Costa Concordia, come la vidi io

Domani iniziano le operazioni di ‘salvataggio’ – così lo hanno chiamato – della Costa Concordia. Personalmente le chiamerei ‘operazioni di recupero del relitto della Costa Concordia‘ – che lì, da salvare, sarebbe più che altro tutto il resto. L’Isola del Giglio, i suoi fondali, la vita quotidiana dei suoi abitanti, eroi loro malgrado e poi assediati per mesi da giornalisti, tecnici, curiosi e fan del turismo da sciagura.

Ci sarebbe da salvare – o da garantire – il ritorno alla loro normalità e, allo stesso tempo, la certezza che certe manovre geniali da ‘lupi di mare’ non accadano più. Magari partendo proprio dalle incursioni dei transatlantici nella laguna di Venezia che tanto hanno fatto parlare nei mesi successivi alla tragedia della Concordia e che io stessa ho potuto ammirare, più volte, con i miei occhi.

Ma non è questo il punto, oggi.
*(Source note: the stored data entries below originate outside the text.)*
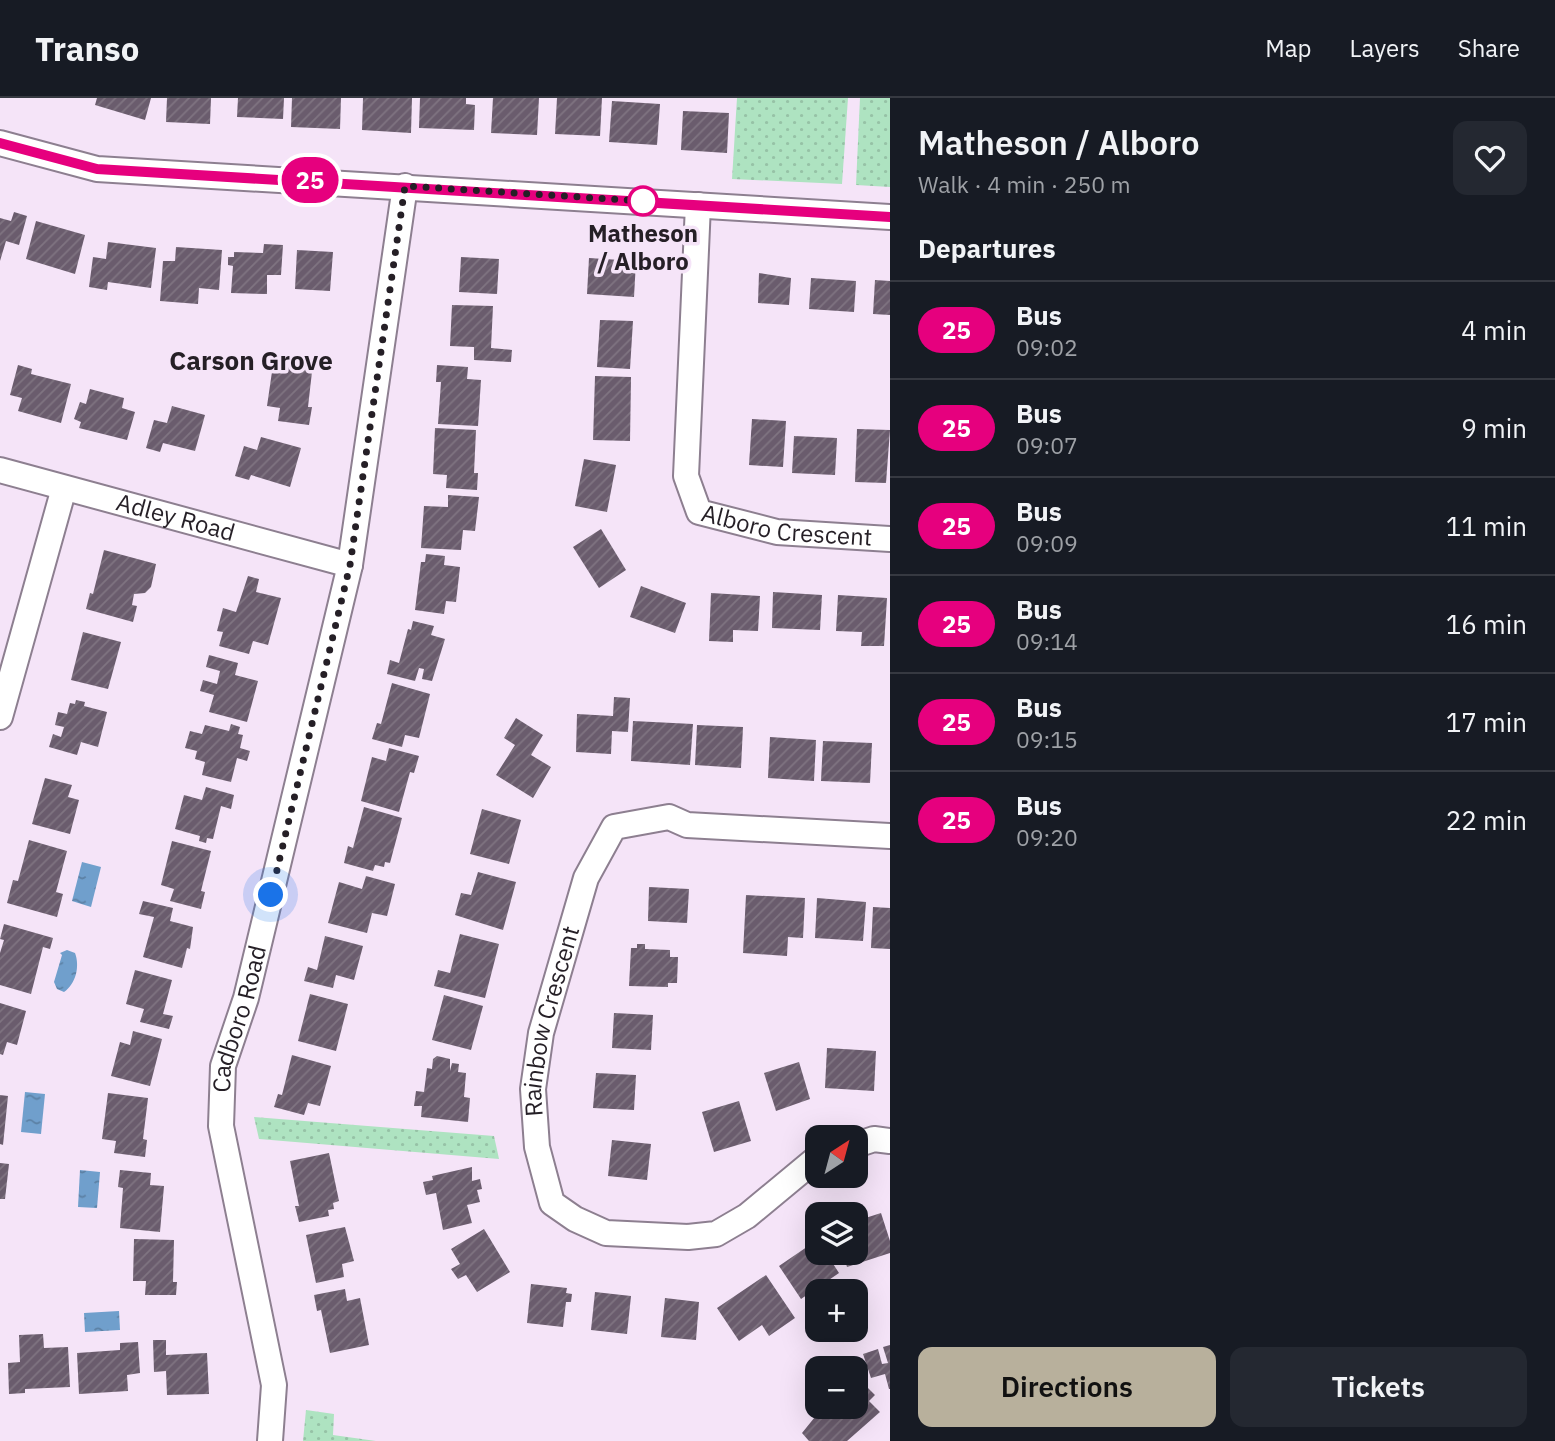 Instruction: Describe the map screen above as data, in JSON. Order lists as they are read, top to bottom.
{
  "streets": {
    "street": [
      "Adley Road",
      "Alboro Crescent",
      "Cadboro Road",
      "Rainbow Crescent"
    ]
  },
  "crossings": [
    ["Adley Road", "Cadboro Road"]
  ],
  "districts": ["Carson Grove"],
  "places": ["Matheson / Alboro"],
  "lines": ["bus line 25"],
  "north": "top right",
  "page": {
    "header": "Transo",
    "nav": ["Map", "Layers", "Share"],
    "on_map": "25",
    "heading": [
      ["Matheson / Alboro", "Walk · 4 min · 250 m"],
      "Departures"
    ],
    "list": [
      {
        "mark": "25",
        "name": "Bus",
        "note": "09:02",
        "value": "4 min"
      },
      {
        "mark": "25",
        "name": "Bus",
        "note": "09:07",
        "value": "9 min"
      },
      {
        "mark": "25",
        "name": "Bus",
        "note": "09:09",
        "value": "11 min"
      },
      {
        "mark": "25",
        "name": "Bus",
        "note": "09:14",
        "value": "16 min"
      },
      {
        "mark": "25",
        "name": "Bus",
        "note": "09:15",
        "value": "17 min"
      },
      {
        "mark": "25",
        "name": "Bus",
        "note": "09:20",
        "value": "22 min"
      }
    ],
    "map_buttons": ["+", "−"],
    "buttons": ["Directions", "Tickets"]
  }
}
Domani, si diceva, inizieranno in mondovisione le operazioni di recupero della Concordia. Il relitto verrà ‘raddrizzato’ e poi trascinato via, probabilmente nel porto di Piombino, ma ancora non è detto. Incrociando le dita che il mare sia buono, che lo scirocco non rinforzi, che il relitto non scivoli, né che si verifichino tutti gli altri possibili imprevisti per cercare di arginare i quali ci sono circa 500 persone, intorno al porto del Giglio, pronte a lavorare e intervenire.
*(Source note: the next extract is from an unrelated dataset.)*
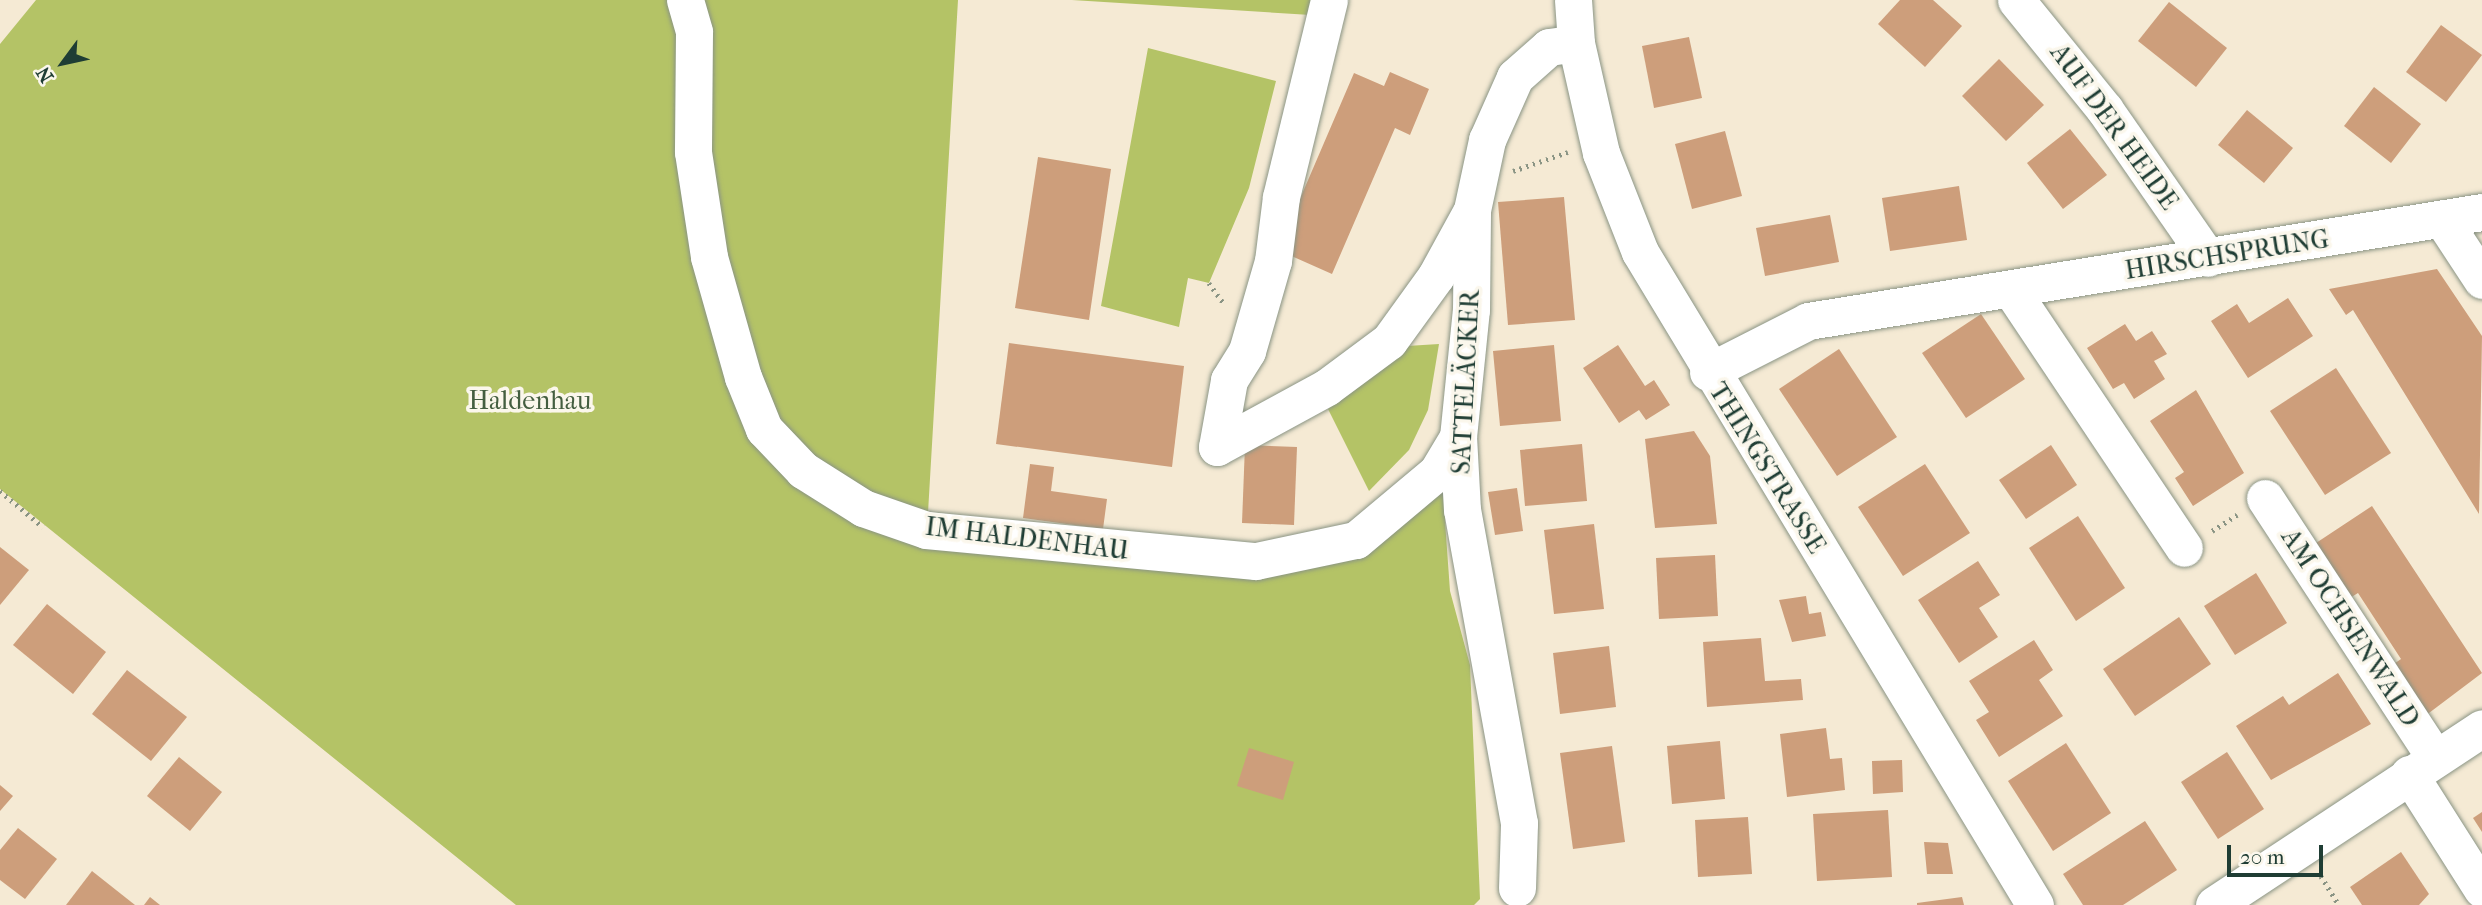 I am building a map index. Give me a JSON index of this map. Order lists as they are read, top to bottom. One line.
{"streets":{"street":["AUF DER HEIDE","HIRSCHSPRUNG","SATTELÄCKER","THINGSTRASSE","IM HALDENHAU","AM OCHSENWALD"]},"crossings":[["AUF DER HEIDE","HIRSCHSPRUNG"],["HIRSCHSPRUNG","THINGSTRASSE"],["SATTELÄCKER","THINGSTRASSE"],["SATTELÄCKER","IM HALDENHAU"]],"parks":["Haldenhau"],"scale_bar":"20 m","north":"bottom left"}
Il tutto avverrà sotto gli occhi di oltre 400 giornalisti accreditati – da 120 testate di tutto il mondo; ‘accreditati’, come se fossero al festival del cinema. Per chi non ha trovato sull’isola un posto dove stare, sarà alla fonda nel porto un’imbarcazione ‘ponte’. Quasi un ‘prolungamento del Giglio, galleggiante sul suo stesso mare.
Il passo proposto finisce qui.